Accuracy of an estimate
For a given scope of work, each estimate is a forecast of the anticipated final cost of a project. Each assessment is connected with ambiguity and is therefore also linked with the likelihood of overrunning or underrunning the forecast cost. The accuracy of the assessment is an indication of the extent to which the actual final cost result for a given project differs from its cost estimate. It is essential to realize that an assessment should never be considered as a single point amount, but as a spectrum of future cost results and related event probabilities.
Parametric estimating
Once the purview of our project, the existing phase of the project, and the precision we expect the estimate to have are established, the method to estimate which best fits the situation can be determined. Factor estimation, parametric estimation and thorough estimation are the most significant estimation methodologies: factor estimation, also recognized as top-down estimation, is focused on a restricted range of the venture and is usually used in the stage of detection. To provide appropriate cost information, it utilizes parametric patterns or historical records. Parametric estimation involves cost assessment and cost driver recognition for cost model development. The strategy basically correlates data about costs and resources with parameters that describe the product that is to be costed. This method was used in previous project stages extraneous jargon when there’s not much particular project knowledge but historical data from past comparable initiatives are available.
Detail estimating
Detail estimation, also known as bottom-up estimation, is used when the maturity level of the project description is high. Detailed estimates in the job breakdown framework are produced at comparatively small concentrations, typically at the job set or assignment level. This strategy is strongly linked to scheduling, planning and allocating resources and is both time-consuming and expensive. It involves a strong understanding of the operation and a decent amount of interpretation is also required. It also leads to the most precise projections.

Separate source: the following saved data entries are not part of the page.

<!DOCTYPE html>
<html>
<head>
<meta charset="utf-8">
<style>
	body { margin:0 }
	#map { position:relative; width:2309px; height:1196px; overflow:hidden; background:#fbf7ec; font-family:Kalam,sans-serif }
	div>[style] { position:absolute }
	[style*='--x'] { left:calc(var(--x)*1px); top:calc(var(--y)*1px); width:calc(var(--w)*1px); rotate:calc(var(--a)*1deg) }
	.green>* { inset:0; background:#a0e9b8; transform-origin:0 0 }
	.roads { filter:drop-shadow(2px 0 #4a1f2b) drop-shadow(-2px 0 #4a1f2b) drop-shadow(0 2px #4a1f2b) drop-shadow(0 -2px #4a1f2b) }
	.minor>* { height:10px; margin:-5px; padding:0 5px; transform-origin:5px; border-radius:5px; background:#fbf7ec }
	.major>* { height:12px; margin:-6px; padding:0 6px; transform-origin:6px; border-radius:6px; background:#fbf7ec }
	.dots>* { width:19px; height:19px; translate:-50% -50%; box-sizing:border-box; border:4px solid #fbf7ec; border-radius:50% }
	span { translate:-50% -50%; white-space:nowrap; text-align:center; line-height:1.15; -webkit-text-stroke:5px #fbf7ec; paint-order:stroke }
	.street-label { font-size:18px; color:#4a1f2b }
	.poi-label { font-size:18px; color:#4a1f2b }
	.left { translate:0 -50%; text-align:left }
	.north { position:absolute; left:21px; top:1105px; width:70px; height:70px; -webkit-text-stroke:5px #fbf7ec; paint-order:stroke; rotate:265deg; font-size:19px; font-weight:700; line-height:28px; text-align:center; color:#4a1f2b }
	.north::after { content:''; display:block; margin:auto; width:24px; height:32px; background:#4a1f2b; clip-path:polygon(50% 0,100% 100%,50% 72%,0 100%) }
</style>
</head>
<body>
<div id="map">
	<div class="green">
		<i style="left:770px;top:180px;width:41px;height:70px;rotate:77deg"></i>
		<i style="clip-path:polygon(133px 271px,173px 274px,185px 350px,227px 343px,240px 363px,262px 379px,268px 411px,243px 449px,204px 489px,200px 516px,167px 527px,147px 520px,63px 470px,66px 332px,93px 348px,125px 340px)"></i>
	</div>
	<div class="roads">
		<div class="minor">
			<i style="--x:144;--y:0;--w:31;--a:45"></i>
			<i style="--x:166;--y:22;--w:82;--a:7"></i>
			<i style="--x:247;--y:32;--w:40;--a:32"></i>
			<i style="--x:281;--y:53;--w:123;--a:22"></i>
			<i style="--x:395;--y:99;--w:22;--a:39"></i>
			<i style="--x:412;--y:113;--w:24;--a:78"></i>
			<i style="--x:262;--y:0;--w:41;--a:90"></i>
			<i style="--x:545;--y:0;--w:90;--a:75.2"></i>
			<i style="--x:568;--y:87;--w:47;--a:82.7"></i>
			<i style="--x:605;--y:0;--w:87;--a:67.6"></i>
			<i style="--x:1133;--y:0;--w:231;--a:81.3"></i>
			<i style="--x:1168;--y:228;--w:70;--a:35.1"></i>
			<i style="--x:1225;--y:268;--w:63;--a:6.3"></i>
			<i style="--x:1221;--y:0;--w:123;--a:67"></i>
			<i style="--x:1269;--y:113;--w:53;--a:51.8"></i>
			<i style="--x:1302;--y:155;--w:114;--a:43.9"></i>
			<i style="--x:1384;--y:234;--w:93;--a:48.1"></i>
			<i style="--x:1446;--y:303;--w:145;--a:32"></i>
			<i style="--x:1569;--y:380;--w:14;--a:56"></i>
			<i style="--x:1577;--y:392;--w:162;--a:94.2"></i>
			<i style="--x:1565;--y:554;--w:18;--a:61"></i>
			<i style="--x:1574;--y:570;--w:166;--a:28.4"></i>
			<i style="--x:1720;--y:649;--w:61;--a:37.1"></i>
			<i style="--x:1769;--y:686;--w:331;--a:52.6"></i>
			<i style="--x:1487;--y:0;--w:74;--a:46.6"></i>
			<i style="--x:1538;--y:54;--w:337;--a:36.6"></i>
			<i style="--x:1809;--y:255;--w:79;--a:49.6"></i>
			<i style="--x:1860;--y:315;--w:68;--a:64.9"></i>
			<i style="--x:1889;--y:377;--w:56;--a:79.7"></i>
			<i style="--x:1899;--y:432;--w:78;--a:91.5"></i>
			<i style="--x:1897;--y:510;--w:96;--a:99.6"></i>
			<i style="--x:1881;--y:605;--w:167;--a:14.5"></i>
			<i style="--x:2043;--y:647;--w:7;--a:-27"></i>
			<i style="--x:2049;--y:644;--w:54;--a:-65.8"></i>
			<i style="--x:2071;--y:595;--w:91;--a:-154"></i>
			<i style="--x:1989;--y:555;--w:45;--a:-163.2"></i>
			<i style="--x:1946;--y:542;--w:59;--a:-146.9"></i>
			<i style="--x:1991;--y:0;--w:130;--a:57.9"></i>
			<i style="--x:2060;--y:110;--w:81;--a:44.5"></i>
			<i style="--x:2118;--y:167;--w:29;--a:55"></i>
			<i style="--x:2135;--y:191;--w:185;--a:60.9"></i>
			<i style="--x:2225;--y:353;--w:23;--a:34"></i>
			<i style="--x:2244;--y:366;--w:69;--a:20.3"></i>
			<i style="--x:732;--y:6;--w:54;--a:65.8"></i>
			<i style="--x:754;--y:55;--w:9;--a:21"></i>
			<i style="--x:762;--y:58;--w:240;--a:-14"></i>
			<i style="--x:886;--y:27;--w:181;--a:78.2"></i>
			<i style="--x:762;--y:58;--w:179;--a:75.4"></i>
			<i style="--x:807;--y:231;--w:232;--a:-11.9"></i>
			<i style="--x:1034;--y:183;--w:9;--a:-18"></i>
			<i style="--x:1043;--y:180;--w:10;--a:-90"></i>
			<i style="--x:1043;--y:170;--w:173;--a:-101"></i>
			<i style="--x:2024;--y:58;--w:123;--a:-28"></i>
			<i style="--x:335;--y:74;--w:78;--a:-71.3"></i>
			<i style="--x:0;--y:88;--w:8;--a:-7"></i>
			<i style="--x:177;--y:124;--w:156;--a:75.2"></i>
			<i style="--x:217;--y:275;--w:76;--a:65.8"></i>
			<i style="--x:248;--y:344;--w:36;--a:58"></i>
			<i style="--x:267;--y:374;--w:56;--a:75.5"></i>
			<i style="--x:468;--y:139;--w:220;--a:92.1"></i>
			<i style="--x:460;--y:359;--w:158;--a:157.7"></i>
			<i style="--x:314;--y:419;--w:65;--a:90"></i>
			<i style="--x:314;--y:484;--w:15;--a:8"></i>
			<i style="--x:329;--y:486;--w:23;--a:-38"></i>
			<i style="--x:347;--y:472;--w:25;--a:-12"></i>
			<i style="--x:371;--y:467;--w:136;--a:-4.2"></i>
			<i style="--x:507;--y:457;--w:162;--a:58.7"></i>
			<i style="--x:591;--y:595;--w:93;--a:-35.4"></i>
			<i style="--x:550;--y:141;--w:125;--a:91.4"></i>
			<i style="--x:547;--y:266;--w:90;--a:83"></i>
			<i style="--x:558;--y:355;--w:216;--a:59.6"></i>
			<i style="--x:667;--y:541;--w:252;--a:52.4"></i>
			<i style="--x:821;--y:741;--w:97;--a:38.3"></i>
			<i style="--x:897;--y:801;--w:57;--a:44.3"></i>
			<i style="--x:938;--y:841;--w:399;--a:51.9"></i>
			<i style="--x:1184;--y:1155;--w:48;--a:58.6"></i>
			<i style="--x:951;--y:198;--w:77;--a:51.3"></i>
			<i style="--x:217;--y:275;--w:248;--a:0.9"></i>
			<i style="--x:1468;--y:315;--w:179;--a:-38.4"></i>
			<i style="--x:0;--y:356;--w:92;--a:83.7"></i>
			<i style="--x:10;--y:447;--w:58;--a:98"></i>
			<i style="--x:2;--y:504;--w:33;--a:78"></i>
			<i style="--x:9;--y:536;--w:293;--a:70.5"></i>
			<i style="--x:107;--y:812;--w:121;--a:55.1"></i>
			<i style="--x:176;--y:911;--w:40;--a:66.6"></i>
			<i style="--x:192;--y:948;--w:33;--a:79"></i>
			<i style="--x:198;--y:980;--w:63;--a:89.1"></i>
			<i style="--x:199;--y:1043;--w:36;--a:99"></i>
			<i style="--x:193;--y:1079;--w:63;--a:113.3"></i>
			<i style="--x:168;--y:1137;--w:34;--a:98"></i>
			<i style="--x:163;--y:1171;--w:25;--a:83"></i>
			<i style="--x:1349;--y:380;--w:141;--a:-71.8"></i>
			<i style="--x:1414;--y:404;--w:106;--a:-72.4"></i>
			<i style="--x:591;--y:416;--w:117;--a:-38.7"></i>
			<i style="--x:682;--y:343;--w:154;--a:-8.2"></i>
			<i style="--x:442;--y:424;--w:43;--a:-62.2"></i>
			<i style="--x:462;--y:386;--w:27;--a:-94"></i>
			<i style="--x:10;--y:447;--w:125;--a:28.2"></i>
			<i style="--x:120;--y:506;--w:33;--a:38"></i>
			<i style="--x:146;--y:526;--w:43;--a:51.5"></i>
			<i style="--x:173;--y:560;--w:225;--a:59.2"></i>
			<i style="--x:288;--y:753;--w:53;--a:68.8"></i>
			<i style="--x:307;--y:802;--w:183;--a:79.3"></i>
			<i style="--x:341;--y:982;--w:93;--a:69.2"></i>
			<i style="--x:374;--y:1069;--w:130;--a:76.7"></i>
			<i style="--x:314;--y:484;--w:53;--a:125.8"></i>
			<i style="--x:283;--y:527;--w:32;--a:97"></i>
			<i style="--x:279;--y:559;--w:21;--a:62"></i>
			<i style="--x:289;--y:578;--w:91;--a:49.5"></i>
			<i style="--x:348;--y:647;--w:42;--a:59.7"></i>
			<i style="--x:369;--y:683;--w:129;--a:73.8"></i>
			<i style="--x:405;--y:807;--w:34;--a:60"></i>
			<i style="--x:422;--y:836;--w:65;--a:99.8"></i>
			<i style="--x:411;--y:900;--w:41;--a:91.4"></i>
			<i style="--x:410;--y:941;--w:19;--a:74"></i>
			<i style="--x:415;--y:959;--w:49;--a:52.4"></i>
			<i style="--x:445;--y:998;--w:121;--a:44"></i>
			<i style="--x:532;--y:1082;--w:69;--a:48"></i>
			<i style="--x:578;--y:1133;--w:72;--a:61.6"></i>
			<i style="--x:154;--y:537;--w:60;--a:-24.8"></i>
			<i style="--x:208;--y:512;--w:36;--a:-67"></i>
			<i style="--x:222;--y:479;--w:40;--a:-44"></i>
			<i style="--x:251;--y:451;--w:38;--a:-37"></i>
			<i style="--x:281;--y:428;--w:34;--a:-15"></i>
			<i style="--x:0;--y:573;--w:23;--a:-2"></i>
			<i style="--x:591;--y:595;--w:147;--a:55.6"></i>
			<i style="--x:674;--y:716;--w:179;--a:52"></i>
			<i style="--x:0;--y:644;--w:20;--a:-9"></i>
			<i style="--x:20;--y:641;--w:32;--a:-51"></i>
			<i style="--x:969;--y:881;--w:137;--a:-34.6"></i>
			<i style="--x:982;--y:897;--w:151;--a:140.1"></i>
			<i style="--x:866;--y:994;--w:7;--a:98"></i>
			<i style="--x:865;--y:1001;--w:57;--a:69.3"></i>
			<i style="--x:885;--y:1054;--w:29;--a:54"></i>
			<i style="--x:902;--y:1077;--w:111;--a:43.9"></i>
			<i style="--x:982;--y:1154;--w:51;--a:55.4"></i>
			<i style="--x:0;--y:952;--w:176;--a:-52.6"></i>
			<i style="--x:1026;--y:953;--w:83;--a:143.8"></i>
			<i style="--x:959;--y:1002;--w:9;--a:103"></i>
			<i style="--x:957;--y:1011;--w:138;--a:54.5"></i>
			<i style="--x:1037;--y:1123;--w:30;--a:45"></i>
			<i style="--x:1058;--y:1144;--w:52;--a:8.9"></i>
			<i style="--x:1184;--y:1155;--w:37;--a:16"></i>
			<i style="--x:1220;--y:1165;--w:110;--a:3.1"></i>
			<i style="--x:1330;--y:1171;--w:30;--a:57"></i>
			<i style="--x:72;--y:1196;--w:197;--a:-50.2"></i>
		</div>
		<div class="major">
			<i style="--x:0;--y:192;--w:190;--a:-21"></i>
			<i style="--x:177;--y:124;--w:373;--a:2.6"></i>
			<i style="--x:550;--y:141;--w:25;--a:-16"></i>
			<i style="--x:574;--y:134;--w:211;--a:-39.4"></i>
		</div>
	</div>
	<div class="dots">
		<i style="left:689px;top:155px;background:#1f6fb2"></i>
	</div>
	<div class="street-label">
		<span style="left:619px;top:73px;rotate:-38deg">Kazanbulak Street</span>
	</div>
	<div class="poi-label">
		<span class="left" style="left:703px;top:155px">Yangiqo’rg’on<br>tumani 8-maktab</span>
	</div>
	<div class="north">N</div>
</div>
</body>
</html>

The output of applying these methods is a quantitative examination of the likely cost of the resources required to complete a project with a set of info to support it. This is the foundation for budgeting a project, i.e. allocating costs to personal operations or job plans so that the project can be formally started. Furthermore, a precise assessment forms the foundation for the development of a cost leadership scheme and the foundation for monitoring expenses during the implementation stage of the project. The cost basis will be used to evaluate and track cost efficiency on the project through cost control.
Cost estimation is an important basis for project management and should be correctly incorporated among other operations related to cost management. Above all elements are included in the cost engineering course at the college of contract management.